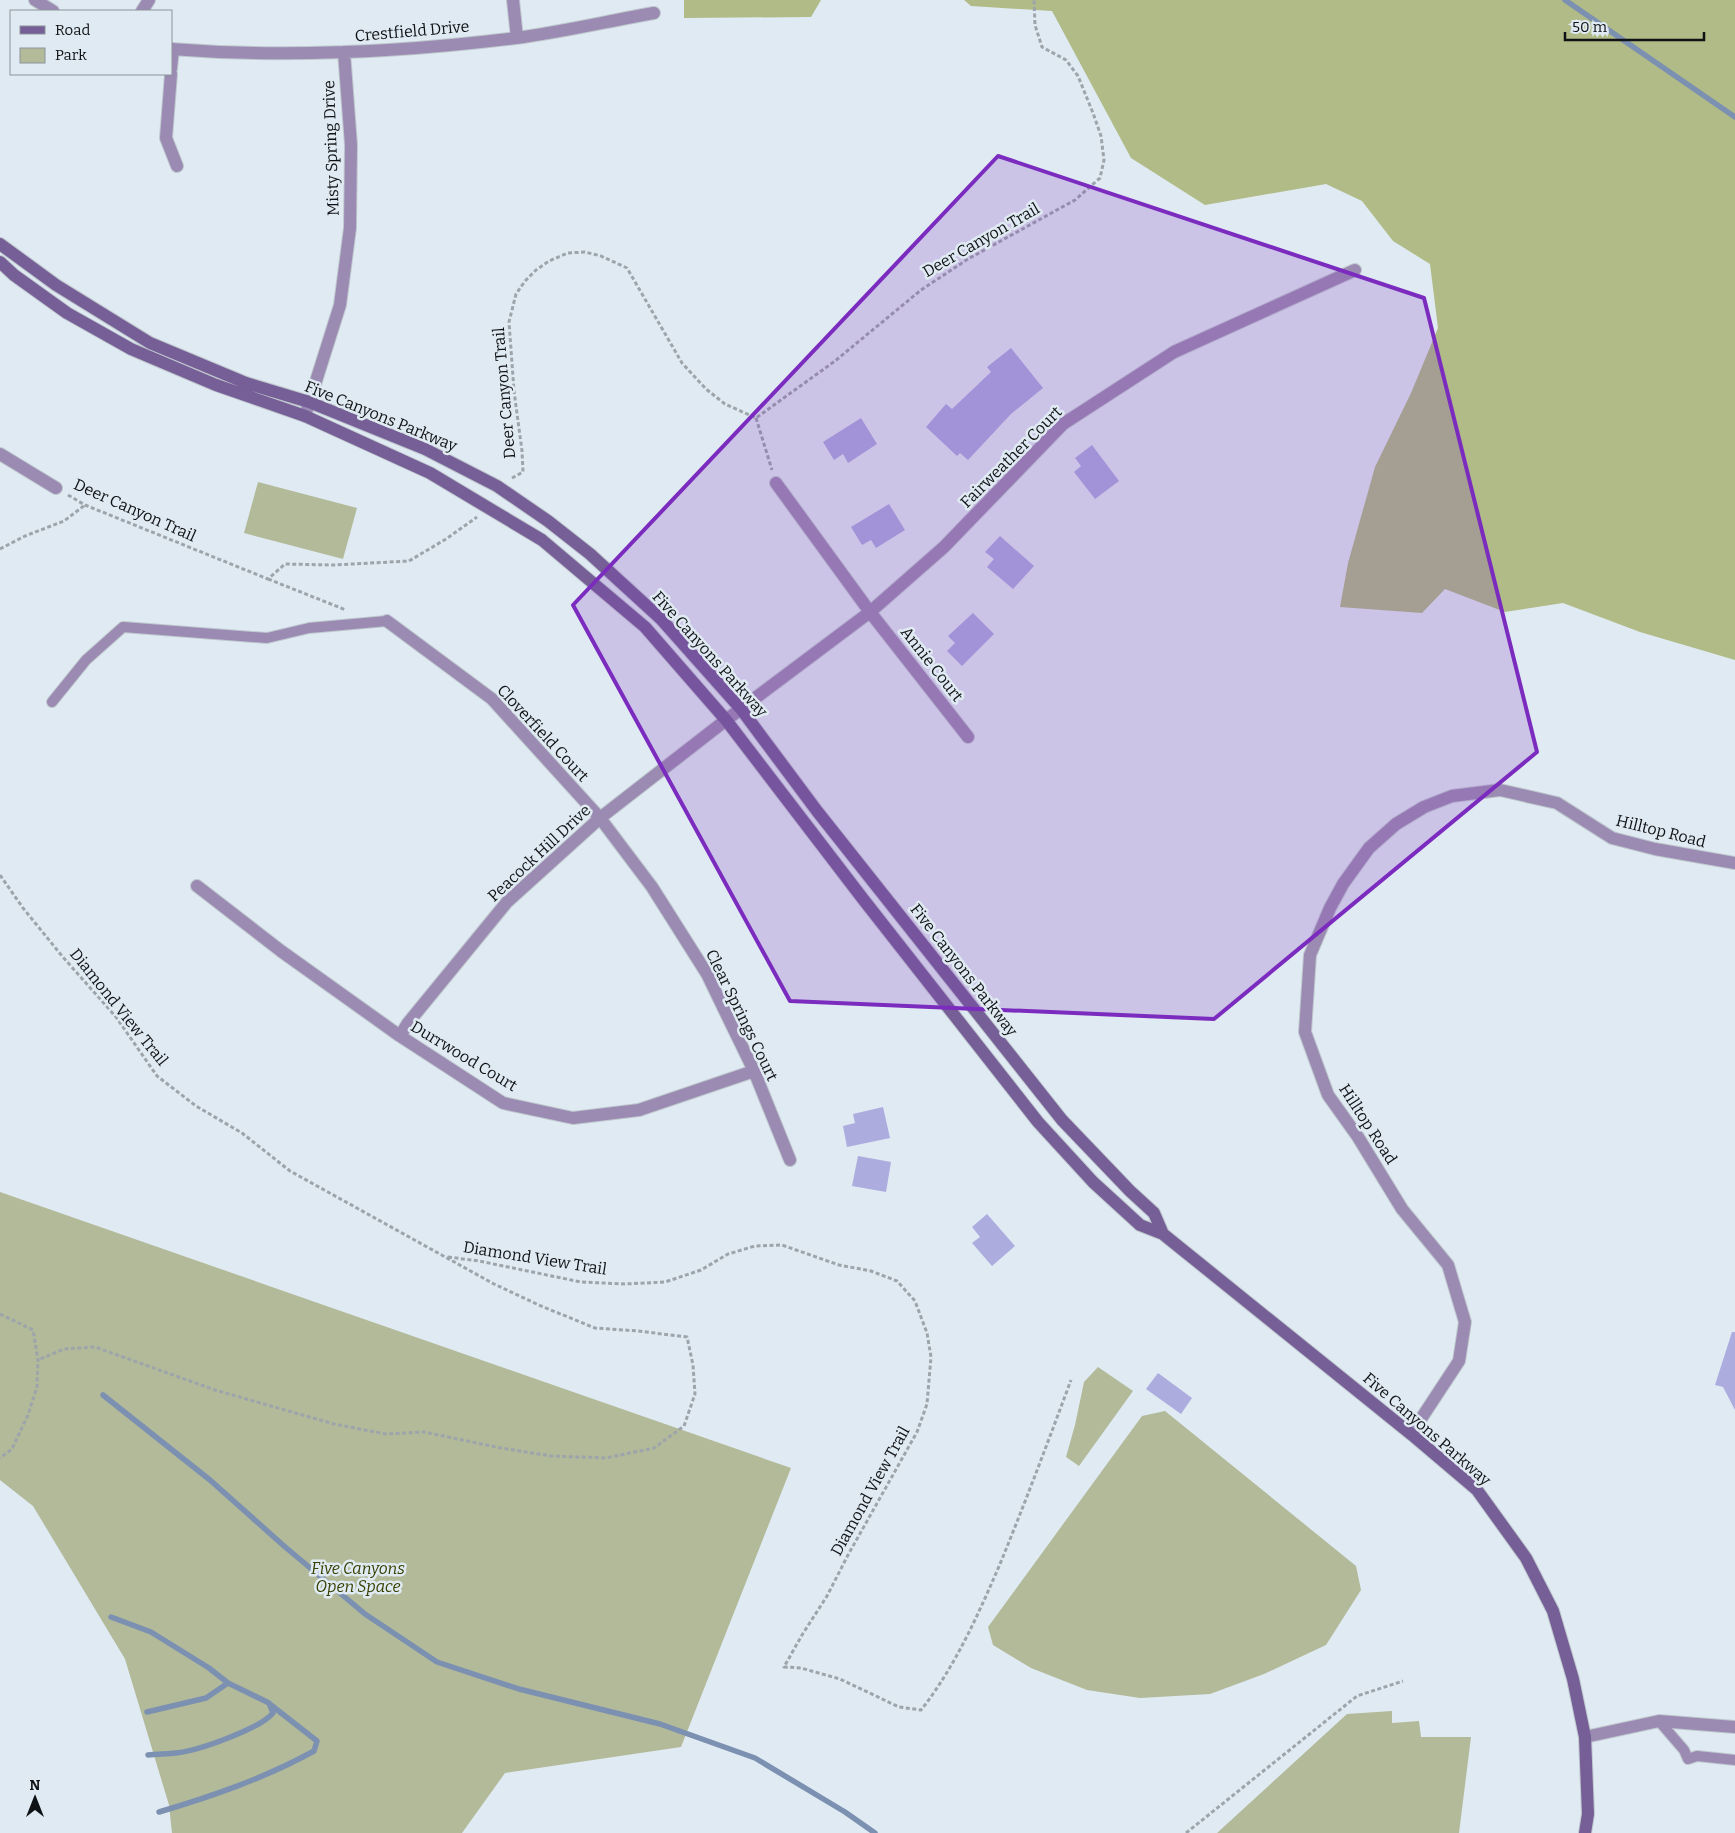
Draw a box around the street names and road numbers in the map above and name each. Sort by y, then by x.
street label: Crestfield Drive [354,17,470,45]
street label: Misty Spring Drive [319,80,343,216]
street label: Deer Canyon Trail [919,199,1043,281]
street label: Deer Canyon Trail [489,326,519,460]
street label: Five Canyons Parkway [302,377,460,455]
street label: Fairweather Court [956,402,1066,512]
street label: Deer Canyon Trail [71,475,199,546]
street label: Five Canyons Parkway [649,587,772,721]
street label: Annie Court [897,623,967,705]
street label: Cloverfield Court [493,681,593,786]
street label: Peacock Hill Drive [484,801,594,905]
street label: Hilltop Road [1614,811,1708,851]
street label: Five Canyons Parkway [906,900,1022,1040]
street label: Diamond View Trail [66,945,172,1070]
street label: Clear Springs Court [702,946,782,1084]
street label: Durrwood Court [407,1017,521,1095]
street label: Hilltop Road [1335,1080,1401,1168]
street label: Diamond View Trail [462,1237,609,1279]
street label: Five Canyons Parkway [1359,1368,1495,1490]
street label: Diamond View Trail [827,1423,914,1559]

--------

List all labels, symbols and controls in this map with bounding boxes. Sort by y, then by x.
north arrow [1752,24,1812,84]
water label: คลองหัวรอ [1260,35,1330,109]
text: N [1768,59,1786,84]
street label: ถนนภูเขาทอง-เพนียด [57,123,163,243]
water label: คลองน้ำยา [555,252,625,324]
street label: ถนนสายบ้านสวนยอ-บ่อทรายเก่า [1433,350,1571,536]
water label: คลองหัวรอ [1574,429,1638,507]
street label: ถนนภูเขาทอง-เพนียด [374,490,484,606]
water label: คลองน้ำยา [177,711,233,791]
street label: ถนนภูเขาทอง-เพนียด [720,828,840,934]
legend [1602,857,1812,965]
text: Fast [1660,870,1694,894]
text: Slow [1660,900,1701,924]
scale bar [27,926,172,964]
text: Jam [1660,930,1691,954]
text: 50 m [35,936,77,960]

--------

- _EXERCISE AIM_
When a line contains the string "เขาทอง", copy it from the records.

- _OUTPUT BELOW_
street label: ถนนภูเขาทอง-เพนียด [57,123,163,243]
street label: ถนนภูเขาทอง-เพนียด [374,490,484,606]
street label: ถนนภูเขาทอง-เพนียด [720,828,840,934]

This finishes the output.